Matteo Tacconi
L'Unità
È un road-movie con un insolito Giuseppe Cederna il primo film italiano in concorso al festival di Locarno: Promised Land di Michael Beltrami, regista dalle radici divise tra la Germania e la Svizzera (quella italiana) con un piede negli Stati Uniti dove spesso lavora. Proprio dagli States, infatti, arriva la «storia» che Beltrami racconta nel suo «Promised Land». Una storia o meglio tante storie che prendono le mosse da un unico episodio: la scomparsa e la ricerca disperata di una ragazzina, la figlia di Vicky Dalton una folk singer con un passato di notorietà dovuto proprio alla canzone «Promised Land».
Questa è un po' la «storia» di partenza, ma allo stesso tempo il punto d'arrivo della pellicola, poiché a dare l'avvio al racconto è Ethan Wildwood (lo interpreta Chad Smith), un ex-attore, pieno ormai solo di ricordi e nostalgie, che se ne va in giro con una grottesca automobile per promuovere il suo passato da divo del cinema. Aveva interpretato "Billy Boy", piccolo eroe del west, e - racconta - era stato addirittura candidato
all'Oscar. Il cinema però lo ha subito dimenticato: prima se l'è preso e l'ha illuso con la gloria e poi l'ha mollato, senza pietà.
Ma Ethan vive ancora sognando di avere una seconda chance. Veste da cowboy e la sua macchina scassata è tappezzata di adesivi, stemmi e fotografie che lo ritraggono all'epoca in cui era campione di incassi. Indossa una maglietta con scritto «Born to act» - nato per recitare - e sulla fiancata della macchina campeggia una scritta: «Put me in the movie where I belong». Mettimi nel film di cui faccio parte. Ma la sua vita, trasformatasi così in un unico, ininterrotto film, è naturalmente destinata a scontrarsi con la realtà, dando corpo, come racconta lo stesso regista, «alla classica storia che si sviluppa sul filo sottile che divide reale e immaginario e questi due piani si confondono tanto da non sapere più quale sia l'uno o l'altro».
In questo senso Promised Land non risparmia la sua critica al «sistema Hollywood» che sforna film a ripetizione, che brucia attori, che fagocita intere esistenze. Ethan Wildwood è uno di loro. Un giorno decide di farla finita e prova ad affrancarsi dal suo ingombrante passato. L'occasione gliela dà un suo amico, Mulligan: a dargli il volto è Giuseppe Cederna nei panni di un produttore televisivo italo-americano. La tv italiana gli ha chiesto di girare documentari su un po' di storie «on the road» e Mulligan decide di rivolgersi a Ethan.
Ethan parte alla ricerca di facce, personaggi, luoghi. Ma il suo passato sta ancora lì, lo condiziona. Non riesce a essere sincero con il mondo.
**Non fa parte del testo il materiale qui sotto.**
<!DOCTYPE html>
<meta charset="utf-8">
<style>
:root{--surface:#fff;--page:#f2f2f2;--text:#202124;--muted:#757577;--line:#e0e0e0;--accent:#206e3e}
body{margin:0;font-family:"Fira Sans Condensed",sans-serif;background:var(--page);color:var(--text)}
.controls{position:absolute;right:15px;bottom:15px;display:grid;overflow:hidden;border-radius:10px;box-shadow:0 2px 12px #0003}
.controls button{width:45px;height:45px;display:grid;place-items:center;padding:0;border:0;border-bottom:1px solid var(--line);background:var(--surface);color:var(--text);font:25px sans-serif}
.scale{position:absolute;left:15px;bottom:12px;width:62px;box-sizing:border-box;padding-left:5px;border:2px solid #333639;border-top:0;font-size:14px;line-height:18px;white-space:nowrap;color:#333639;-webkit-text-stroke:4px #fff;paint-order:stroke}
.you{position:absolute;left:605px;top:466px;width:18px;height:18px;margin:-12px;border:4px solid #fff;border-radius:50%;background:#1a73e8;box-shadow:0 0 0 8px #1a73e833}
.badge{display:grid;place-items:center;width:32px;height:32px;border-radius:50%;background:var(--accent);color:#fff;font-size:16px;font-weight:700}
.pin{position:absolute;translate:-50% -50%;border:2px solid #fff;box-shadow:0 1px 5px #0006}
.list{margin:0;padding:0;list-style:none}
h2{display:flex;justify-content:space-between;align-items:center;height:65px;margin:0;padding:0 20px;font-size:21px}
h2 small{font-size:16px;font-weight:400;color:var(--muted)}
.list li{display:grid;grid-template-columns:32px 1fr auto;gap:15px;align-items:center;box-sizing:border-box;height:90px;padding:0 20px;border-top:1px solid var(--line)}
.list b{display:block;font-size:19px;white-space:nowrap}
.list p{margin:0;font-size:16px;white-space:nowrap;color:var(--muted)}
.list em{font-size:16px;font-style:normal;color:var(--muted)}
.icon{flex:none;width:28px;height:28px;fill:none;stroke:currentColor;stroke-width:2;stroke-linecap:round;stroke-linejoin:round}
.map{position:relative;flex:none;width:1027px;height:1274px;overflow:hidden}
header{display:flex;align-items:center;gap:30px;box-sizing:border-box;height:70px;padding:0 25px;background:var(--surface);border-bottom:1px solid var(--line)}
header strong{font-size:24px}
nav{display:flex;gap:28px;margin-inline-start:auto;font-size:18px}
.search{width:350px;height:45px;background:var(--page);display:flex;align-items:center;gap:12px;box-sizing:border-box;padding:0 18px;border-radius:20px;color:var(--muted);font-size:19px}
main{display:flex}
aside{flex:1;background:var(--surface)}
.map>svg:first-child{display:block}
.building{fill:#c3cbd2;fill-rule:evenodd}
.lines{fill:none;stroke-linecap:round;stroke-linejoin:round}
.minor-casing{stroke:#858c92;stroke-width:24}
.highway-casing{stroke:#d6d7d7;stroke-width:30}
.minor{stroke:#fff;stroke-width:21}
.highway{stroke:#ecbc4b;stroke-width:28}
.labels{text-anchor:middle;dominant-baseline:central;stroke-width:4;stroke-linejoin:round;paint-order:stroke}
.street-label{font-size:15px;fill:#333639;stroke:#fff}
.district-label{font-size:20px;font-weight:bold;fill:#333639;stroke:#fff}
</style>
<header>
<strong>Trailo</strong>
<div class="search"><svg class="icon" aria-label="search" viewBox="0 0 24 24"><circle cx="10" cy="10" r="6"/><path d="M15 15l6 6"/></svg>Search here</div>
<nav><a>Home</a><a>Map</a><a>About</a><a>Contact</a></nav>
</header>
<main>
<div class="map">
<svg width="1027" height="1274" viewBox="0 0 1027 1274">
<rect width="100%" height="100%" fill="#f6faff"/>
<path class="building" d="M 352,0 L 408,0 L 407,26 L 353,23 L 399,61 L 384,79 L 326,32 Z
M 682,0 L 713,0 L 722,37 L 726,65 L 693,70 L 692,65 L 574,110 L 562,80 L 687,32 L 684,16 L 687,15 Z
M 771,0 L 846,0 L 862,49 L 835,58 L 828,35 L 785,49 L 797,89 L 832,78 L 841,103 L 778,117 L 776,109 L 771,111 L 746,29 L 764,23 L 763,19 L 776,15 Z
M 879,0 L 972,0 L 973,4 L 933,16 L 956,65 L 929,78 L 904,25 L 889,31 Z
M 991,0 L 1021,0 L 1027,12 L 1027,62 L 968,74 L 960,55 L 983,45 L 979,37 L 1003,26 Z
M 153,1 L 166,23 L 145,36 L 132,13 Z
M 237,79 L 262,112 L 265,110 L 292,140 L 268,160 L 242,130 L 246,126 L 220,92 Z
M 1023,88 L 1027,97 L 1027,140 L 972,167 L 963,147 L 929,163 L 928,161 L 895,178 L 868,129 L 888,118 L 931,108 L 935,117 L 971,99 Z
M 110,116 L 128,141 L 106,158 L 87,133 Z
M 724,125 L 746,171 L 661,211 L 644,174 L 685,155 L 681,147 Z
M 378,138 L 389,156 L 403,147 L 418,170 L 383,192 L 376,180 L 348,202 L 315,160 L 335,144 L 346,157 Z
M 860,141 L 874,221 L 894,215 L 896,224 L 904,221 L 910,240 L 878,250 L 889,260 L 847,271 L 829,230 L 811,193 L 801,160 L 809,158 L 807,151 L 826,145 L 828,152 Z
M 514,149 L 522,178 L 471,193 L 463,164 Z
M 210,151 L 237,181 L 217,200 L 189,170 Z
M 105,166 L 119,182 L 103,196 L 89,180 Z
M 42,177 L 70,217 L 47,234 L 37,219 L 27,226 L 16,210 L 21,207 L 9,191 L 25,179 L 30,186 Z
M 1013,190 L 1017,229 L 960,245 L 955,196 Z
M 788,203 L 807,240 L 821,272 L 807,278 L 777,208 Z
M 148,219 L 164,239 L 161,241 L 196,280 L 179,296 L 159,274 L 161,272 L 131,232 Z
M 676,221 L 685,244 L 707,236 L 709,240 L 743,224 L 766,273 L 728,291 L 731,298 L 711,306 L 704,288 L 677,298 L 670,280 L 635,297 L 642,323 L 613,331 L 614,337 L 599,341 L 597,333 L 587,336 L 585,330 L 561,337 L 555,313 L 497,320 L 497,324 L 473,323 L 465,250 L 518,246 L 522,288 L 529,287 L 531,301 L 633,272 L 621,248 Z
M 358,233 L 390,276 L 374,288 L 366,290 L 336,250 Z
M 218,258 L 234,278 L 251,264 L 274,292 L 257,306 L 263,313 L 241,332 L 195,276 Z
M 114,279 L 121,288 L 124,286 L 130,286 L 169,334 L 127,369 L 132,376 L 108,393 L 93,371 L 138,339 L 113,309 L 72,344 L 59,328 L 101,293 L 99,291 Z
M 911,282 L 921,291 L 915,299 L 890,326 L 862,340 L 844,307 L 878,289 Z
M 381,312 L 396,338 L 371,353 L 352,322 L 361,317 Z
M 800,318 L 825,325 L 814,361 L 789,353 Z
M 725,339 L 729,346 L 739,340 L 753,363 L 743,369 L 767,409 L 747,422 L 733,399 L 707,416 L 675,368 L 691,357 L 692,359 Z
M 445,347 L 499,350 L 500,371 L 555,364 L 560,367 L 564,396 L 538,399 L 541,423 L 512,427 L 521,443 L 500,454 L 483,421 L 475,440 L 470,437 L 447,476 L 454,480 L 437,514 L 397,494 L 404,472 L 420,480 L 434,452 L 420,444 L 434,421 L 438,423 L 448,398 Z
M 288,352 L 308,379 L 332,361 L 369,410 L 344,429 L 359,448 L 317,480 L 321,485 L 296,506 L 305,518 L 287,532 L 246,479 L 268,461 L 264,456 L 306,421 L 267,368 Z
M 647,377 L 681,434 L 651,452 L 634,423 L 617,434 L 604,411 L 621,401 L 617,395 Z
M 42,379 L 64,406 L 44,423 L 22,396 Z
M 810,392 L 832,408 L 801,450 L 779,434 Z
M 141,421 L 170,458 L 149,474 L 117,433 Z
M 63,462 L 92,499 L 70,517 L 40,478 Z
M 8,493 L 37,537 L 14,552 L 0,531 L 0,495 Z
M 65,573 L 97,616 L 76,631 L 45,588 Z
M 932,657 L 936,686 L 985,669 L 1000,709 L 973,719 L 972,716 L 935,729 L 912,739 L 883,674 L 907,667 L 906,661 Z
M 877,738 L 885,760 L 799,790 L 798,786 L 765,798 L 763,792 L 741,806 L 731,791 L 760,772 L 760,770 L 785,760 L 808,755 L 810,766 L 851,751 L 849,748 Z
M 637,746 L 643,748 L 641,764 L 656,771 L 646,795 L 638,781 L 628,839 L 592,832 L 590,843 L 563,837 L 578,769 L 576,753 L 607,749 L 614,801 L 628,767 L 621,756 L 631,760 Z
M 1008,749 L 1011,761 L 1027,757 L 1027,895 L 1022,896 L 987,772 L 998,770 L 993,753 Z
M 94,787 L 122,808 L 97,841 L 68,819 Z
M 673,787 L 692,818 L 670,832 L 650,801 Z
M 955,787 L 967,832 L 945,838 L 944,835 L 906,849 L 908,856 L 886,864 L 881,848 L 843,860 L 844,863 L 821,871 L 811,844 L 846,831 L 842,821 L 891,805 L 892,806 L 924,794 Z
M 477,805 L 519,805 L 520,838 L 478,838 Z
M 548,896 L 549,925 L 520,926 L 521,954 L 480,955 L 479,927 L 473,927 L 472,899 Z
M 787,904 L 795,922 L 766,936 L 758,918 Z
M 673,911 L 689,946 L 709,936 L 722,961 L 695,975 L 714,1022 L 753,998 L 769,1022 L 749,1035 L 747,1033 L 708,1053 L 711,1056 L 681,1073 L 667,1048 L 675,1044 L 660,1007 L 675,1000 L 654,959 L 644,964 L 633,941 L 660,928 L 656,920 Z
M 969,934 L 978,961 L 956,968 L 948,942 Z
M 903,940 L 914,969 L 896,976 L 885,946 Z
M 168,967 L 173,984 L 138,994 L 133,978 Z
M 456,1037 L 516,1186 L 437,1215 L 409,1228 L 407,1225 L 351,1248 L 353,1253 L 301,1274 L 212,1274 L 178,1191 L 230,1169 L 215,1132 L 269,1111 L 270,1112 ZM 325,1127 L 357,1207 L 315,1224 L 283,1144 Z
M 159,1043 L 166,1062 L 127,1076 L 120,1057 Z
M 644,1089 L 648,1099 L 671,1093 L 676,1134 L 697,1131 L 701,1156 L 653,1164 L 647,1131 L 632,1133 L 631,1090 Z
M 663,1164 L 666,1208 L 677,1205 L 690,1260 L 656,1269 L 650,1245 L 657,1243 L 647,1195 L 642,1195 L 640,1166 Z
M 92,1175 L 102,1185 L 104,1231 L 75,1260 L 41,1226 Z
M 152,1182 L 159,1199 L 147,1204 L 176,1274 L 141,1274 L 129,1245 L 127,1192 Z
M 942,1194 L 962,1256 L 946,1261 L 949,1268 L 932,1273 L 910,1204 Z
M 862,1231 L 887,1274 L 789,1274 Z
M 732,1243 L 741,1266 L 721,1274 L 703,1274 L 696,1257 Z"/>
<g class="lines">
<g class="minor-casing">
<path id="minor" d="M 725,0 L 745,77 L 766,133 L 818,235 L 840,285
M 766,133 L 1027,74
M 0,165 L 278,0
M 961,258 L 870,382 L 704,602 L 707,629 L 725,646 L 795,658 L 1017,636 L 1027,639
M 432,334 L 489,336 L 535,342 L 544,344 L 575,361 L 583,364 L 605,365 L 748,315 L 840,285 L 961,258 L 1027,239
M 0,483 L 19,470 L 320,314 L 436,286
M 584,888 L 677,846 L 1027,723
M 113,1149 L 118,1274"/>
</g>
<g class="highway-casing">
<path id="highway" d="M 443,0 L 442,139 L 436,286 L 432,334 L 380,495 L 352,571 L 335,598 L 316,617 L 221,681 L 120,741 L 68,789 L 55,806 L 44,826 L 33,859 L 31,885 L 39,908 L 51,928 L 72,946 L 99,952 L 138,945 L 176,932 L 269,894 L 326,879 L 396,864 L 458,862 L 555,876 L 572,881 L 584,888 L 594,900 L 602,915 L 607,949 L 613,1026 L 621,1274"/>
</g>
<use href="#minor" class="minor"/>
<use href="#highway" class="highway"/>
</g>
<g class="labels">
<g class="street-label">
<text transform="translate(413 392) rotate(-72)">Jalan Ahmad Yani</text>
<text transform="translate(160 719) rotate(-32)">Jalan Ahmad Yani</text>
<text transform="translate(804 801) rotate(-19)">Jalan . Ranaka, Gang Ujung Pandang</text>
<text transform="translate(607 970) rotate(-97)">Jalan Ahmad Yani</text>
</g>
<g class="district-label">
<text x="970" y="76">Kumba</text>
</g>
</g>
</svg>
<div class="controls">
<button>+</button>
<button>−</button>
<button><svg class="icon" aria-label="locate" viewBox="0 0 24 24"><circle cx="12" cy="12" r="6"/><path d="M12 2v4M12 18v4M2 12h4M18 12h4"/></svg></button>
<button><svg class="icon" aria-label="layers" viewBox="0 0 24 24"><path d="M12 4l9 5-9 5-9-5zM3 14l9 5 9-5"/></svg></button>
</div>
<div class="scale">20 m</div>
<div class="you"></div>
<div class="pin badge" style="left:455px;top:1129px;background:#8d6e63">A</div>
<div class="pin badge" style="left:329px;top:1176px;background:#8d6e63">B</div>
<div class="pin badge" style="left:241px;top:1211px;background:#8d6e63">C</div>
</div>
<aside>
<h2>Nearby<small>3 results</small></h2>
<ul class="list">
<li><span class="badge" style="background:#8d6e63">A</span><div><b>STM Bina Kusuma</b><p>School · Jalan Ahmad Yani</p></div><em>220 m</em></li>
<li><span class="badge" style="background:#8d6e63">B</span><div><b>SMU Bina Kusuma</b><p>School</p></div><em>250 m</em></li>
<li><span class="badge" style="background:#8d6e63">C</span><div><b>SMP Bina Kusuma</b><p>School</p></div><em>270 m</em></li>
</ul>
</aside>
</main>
Nemmeno il paesaggio - l'America blanda e polverosa, così vera rispetto a quella immortalata Hollywood, - nemmeno la pittoresca gente che incontra per la sua strada gli sono d'aiuto. L'ultimo ciak, quello che dovrebbe stendere il sipario su "Billy Boy", non arriva. Arriva invece l'incontro "risolutore" con la cantante-vagabonda, interpretata da Ruth Gerson, che nella vita fa proprio la folk-singer.
La storia di Vicky offre a Ethan lo spunto per redimersi. La scomparsa della figlia, la piccola Mary Jane avvenne durante un raduno rock e da allora Vicky lascia in ogni posto dove suona un volantino con la foto della bambina, com'era una volta e come potrebbe essere adesso. Ethan entra dentro, si tuffa in questa storia e giorno dopo giorno si lascia alle spalle il mito bambino di "Billy Boy".
La terza protagonista è Norma, una tredicenne fin troppo matura, cresciuta troppo in fretta e svezzata dalla metropoli. Per tutto il film si ha l'impressione che sia Mary Jane. I tre si dividono, si incontrano di nuovo, vanno infine a Los Angeles. Dove Ethan - in una simbologia volutamente povera - scarnifica la sua macchina e la ripulisce dai detriti del passato. E così, l'ultima sequenza la mostra con l'indice davanti alle labbra, come a dire «Silenzio, è tutto finito, lasciatemi in pace», come a dire che a volte ci vuole una storia vera, per smettere di essere bambini. E nel frattempo Hollywood, la finta Hollywood scompare, davanti a qualcosa di reale, di umano.